_To do_:
Would you copy the records below, exactly and only from their first line through the line containing "filter:drop-shadow(2px 0 #584939)", without any pictures?

_Stored data entries_:
-- Opening Marker --

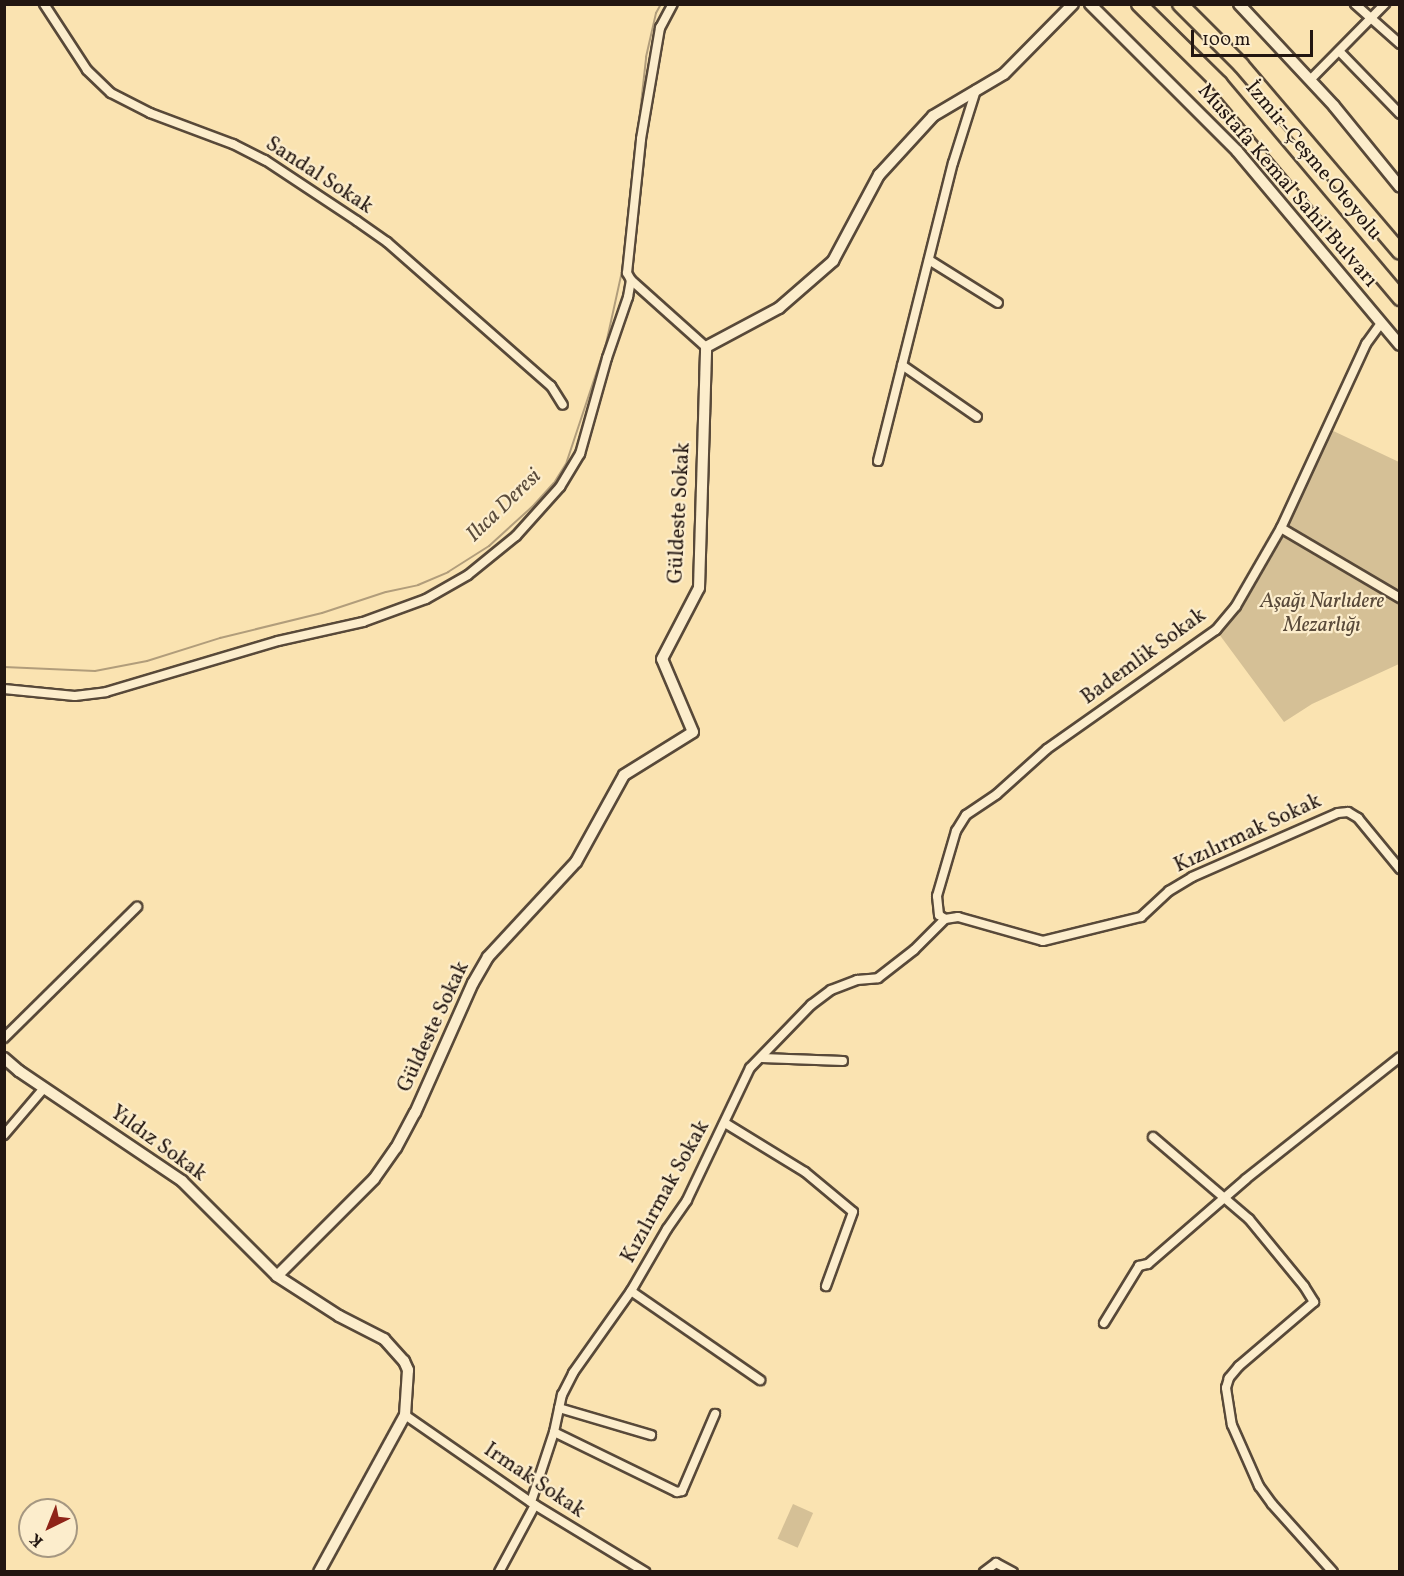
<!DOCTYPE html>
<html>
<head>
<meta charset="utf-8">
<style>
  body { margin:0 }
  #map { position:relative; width:1404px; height:1576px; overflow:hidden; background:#fae3b1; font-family:Vollkorn,serif }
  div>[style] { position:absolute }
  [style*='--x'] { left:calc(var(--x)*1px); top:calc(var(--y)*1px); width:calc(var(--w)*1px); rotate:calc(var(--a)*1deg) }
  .green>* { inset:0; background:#d5c096; transform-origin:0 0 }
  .stream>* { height:2px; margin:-1px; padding:0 1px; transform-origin:1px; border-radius:1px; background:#b19d7b }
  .roads { filter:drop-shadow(2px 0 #584939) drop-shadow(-2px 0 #584939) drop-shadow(0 2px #584939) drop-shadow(0 -2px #584939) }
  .street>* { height:8px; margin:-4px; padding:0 4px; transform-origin:4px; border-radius:4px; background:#fcedcc }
  .secondary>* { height:10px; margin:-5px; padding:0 5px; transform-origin:5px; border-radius:5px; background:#fcedcc }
  .highway>* { height:14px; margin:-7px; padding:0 7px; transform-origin:7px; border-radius:7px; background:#fae3b1 }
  span { translate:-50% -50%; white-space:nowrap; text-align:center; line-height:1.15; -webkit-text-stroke:4.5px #fcedcc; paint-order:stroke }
  .street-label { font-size:21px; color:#221611 }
  .park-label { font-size:21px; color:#584939; font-style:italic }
  .water-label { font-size:22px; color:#5b4c3b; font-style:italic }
  .frame { position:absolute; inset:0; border:6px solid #221611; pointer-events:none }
  .north { position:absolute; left:18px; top:1498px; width:60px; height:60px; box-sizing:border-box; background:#fcedcc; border:2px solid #a59781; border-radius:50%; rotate:223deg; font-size:16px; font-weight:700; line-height:24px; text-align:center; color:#221611 }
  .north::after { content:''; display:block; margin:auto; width:21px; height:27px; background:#8f2418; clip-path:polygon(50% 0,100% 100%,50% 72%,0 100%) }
  .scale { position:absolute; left:1191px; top:30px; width:122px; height:27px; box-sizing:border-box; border:3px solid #221611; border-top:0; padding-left:8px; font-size:18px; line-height:21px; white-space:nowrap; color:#221611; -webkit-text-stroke:4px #fcedcc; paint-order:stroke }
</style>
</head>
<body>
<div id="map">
  <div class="green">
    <i style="clip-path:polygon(1327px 428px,1399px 462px,1399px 664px,1312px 704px,1284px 722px,1216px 630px,1261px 564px)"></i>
    <i style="left:793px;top:1504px;width:22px;height:38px;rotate:24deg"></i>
  </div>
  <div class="stream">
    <i style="--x:4;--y:667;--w:91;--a:2.5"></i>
    <i style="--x:95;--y:671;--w:53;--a:-10.9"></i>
    <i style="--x:147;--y:661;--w:77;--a:-17.5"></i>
    <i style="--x:220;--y:638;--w:105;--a:-13.8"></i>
    <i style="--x:322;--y:613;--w:67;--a:-18.2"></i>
    <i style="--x:386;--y:592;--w:33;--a:-12"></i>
    <i style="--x:418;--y:585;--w:33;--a:-23"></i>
    <i style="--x:448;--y:572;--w:49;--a:-32.4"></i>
    <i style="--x:489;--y:546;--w:59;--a:-42.3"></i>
    <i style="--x:533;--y:506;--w:31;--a:-48"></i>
    <i style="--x:554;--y:483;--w:22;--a:-58"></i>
    <i style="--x:566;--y:464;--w:126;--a:-71.6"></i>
    <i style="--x:606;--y:344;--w:79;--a:-77.6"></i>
    <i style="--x:623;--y:267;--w:211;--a:-83.7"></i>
    <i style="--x:646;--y:57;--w:45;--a:-77.2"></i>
    <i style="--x:656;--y:13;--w:10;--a:-61"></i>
  </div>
  <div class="roads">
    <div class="street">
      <i style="--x:44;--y:4;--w:79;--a:56.9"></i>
      <i style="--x:87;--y:70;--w:33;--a:44"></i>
      <i style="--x:111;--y:93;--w:44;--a:27.1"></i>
      <i style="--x:150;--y:113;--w:89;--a:20.5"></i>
      <i style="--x:233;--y:144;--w:36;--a:27"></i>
      <i style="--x:265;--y:160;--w:110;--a:33.5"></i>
      <i style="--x:357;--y:221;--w:37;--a:35"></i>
      <i style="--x:387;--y:242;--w:218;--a:41.3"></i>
      <i style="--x:551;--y:386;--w:22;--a:58"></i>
      <i style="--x:1355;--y:4;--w:60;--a:41.6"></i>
      <i style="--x:1340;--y:52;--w:86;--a:45.9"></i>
      <i style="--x:1310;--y:80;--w:107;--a:-45.4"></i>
      <i style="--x:929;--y:260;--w:81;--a:31.9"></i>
      <i style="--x:631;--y:280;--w:101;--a:41.8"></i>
      <i style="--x:902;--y:365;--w:91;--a:34.7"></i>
      <i style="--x:878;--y:461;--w:307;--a:-75.9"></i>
      <i style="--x:953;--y:163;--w:77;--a:-72.5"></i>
      <i style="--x:1281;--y:528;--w:138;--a:30.5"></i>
      <i style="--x:4;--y:689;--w:71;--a:5.6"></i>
      <i style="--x:75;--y:696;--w:31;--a:-7"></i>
      <i style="--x:106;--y:692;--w:179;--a:-16.5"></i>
      <i style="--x:278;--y:641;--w:87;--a:-12.6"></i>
      <i style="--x:363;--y:622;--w:67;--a:-20.1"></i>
      <i style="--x:426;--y:599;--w:48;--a:-29.7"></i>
      <i style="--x:468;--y:575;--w:62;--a:-39.1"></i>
      <i style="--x:516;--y:536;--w:66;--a:-48.1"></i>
      <i style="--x:560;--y:487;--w:39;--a:-59"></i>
      <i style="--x:580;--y:454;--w:100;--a:-74.3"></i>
      <i style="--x:607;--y:358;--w:65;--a:-71"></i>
      <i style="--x:628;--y:297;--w:17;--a:-80"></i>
      <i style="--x:631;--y:280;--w:8;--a:-120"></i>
      <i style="--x:627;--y:273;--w:135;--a:-84"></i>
      <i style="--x:641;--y:139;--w:113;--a:-80.3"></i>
      <i style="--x:660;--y:28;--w:27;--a:-62"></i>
      <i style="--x:945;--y:919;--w:7;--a:-146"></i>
      <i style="--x:939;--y:915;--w:19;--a:-96"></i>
      <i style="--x:937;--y:896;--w:68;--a:-73.7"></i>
      <i style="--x:956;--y:831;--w:19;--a:-58"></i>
      <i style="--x:966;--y:815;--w:37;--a:-34"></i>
      <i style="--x:997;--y:794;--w:67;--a:-42"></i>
      <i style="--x:1047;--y:749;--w:207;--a:-35.2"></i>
      <i style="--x:1216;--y:630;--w:31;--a:-50"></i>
      <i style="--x:1236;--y:606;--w:90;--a:-60"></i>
      <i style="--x:1281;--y:528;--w:203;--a:-65.2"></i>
      <i style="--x:1366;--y:344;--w:26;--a:-54"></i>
      <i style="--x:4;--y:1038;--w:187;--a:-44.6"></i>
      <i style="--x:762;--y:1058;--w:81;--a:2.1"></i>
      <i style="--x:725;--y:1123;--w:94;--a:31.5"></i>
      <i style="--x:805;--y:1172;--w:62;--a:39.8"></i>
      <i style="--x:853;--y:1212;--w:79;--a:110"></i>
      <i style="--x:4;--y:1135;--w:62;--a:-49.6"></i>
      <i style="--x:1153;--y:1137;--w:126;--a:40.5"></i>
      <i style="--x:1249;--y:1219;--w:87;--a:50.6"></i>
      <i style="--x:1304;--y:1286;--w:19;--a:58"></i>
      <i style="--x:1314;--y:1302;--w:99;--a:139.5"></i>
      <i style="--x:1239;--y:1366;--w:16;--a:130"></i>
      <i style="--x:1229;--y:1378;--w:10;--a:107"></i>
      <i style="--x:1226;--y:1388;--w:37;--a:81"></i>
      <i style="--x:1232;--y:1425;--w:67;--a:66.1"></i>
      <i style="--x:1259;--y:1486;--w:22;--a:54"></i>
      <i style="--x:1272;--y:1504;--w:91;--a:48.1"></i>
      <i style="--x:631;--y:1291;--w:157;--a:34.6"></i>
      <i style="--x:1104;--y:1323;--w:67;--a:-58.4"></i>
      <i style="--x:1139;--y:1266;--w:9;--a:-13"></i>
      <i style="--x:1148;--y:1264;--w:130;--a:-40.9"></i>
      <i style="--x:1246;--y:1179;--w:196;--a:-38.4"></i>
      <i style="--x:559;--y:1408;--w:96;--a:16.4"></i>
      <i style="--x:405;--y:1415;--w:158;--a:34.7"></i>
      <i style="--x:535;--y:1505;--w:129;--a:31.3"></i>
      <i style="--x:554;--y:1432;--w:137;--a:26"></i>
      <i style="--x:677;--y:1492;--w:5;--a:-11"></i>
      <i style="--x:682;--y:1491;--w:84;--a:-66.8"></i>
      <i style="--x:531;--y:1502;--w:74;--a:-71.8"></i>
      <i style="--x:554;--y:1432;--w:38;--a:-78"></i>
      <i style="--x:562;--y:1395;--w:25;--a:-63"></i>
      <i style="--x:573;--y:1373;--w:100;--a:-54.7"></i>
      <i style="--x:631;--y:1291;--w:72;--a:-59.9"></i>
      <i style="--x:667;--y:1229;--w:35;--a:-55"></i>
      <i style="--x:687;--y:1200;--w:146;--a:-64.5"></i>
      <i style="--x:750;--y:1068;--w:88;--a:-45.9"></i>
      <i style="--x:811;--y:1005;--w:25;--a:-37"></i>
      <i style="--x:831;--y:990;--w:28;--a:-21"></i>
      <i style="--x:857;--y:980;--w:21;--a:-5"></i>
      <i style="--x:878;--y:978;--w:46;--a:-37.9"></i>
      <i style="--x:914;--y:950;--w:44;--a:-45"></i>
      <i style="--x:945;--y:919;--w:13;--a:-9"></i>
      <i style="--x:958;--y:917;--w:88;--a:15.8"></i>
      <i style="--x:1043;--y:941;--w:101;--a:-13.8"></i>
      <i style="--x:1141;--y:917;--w:38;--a:-43"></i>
      <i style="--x:1169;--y:891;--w:27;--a:-31"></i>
      <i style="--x:1192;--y:877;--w:159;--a:-23.7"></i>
      <i style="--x:1338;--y:813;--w:10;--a:-6"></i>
      <i style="--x:1348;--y:812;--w:12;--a:31"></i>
      <i style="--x:1358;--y:818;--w:66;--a:50.5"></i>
      <i style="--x:499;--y:1572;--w:76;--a:-61.8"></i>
      <i style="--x:984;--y:1572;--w:15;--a:-37"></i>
      <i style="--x:996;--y:1563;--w:19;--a:28"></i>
    </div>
    <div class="secondary">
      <i style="--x:1090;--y:4;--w:208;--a:45"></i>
      <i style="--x:1237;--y:151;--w:253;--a:50"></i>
      <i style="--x:1239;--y:4;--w:139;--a:47"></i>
      <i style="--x:1334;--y:106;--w:104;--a:50.8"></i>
      <i style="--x:4;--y:1058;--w:20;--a:41"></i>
      <i style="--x:19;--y:1071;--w:197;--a:34"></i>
      <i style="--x:182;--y:1181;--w:134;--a:45"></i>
      <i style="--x:277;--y:1276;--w:74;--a:32.8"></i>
      <i style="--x:339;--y:1316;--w:51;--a:27.1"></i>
      <i style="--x:384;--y:1339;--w:30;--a:48"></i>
      <i style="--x:404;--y:1361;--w:10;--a:66"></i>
      <i style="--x:408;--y:1370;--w:45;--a:93.8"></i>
      <i style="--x:405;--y:1415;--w:179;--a:118.7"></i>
      <i style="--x:277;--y:1276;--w:137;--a:-45"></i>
      <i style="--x:374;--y:1179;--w:38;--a:-55"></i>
      <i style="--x:396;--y:1148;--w:40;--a:-62"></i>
      <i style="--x:415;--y:1113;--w:142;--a:-66"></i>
      <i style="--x:473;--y:983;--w:30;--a:-60"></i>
      <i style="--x:488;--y:957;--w:129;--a:-47.2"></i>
      <i style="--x:576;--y:862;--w:99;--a:-61.1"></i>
      <i style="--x:624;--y:775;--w:81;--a:-31.9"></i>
      <i style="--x:693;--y:732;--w:79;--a:-113"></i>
      <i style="--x:662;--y:659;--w:80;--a:-62.5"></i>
      <i style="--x:699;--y:588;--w:241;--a:-88.3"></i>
      <i style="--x:706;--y:347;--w:83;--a:-28.1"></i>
      <i style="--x:779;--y:308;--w:72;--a:-41"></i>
      <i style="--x:833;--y:261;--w:98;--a:-61.9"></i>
      <i style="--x:879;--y:175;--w:80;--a:-47.5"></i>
      <i style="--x:933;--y:116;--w:82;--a:-30.6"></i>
      <i style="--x:1004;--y:74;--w:98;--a:-45.4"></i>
    </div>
    <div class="highway">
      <i style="--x:1139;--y:4;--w:114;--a:44.6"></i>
      <i style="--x:1220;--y:84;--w:280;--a:49.9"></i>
      <i style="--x:1180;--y:4;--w:86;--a:45"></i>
      <i style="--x:1241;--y:65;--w:245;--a:49.6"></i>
    </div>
  </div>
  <div class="street-label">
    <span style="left:1313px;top:161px;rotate:50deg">İzmir-Çeşme Otoyolu</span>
    <span style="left:319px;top:176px;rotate:33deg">Sandal Sokak</span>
    <span style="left:1287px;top:186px;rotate:49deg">Mustafa Kemal Sahil Bulvarı</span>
    <span style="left:680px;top:513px;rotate:-87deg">Güldeste Sokak</span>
    <span style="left:1144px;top:657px;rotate:-36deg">Bademlik Sokak</span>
    <span style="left:1248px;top:834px;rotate:-25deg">Kızılırmak Sokak</span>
    <span style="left:434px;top:1027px;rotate:-65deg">Güldeste Sokak</span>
    <span style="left:158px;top:1144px;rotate:36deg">Yıldız Sokak</span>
    <span style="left:666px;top:1192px;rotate:-61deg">Kızılırmak Sokak</span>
    <span style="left:534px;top:1481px;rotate:34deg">Irmak Sokak</span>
  </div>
  <div class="park-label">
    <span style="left:1322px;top:614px">Aşağı Narlıdere<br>Mezarlığı</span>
  </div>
  <div class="water-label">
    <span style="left:504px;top:506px;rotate:-44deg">Ilıca Deresi</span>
  </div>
  <div class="frame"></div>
  <div class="north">K</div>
  <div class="scale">100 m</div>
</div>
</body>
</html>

-- Closing Marker --

_Answer space_:
<!DOCTYPE html>
<html>
<head>
<meta charset="utf-8">
<style>
  body { margin:0 }
  #map { position:relative; width:1404px; height:1576px; overflow:hidden; background:#fae3b1; font-family:Vollkorn,serif }
  div>[style] { position:absolute }
  [style*='--x'] { left:calc(var(--x)*1px); top:calc(var(--y)*1px); width:calc(var(--w)*1px); rotate:calc(var(--a)*1deg) }
  .green>* { inset:0; background:#d5c096; transform-origin:0 0 }
  .stream>* { height:2px; margin:-1px; padding:0 1px; transform-origin:1px; border-radius:1px; background:#b19d7b }
  .roads { filter:drop-shadow(2px 0 #584939) drop-shadow(-2px 0 #584939) drop-shadow(0 2px #584939) drop-shadow(0 -2px #584939) }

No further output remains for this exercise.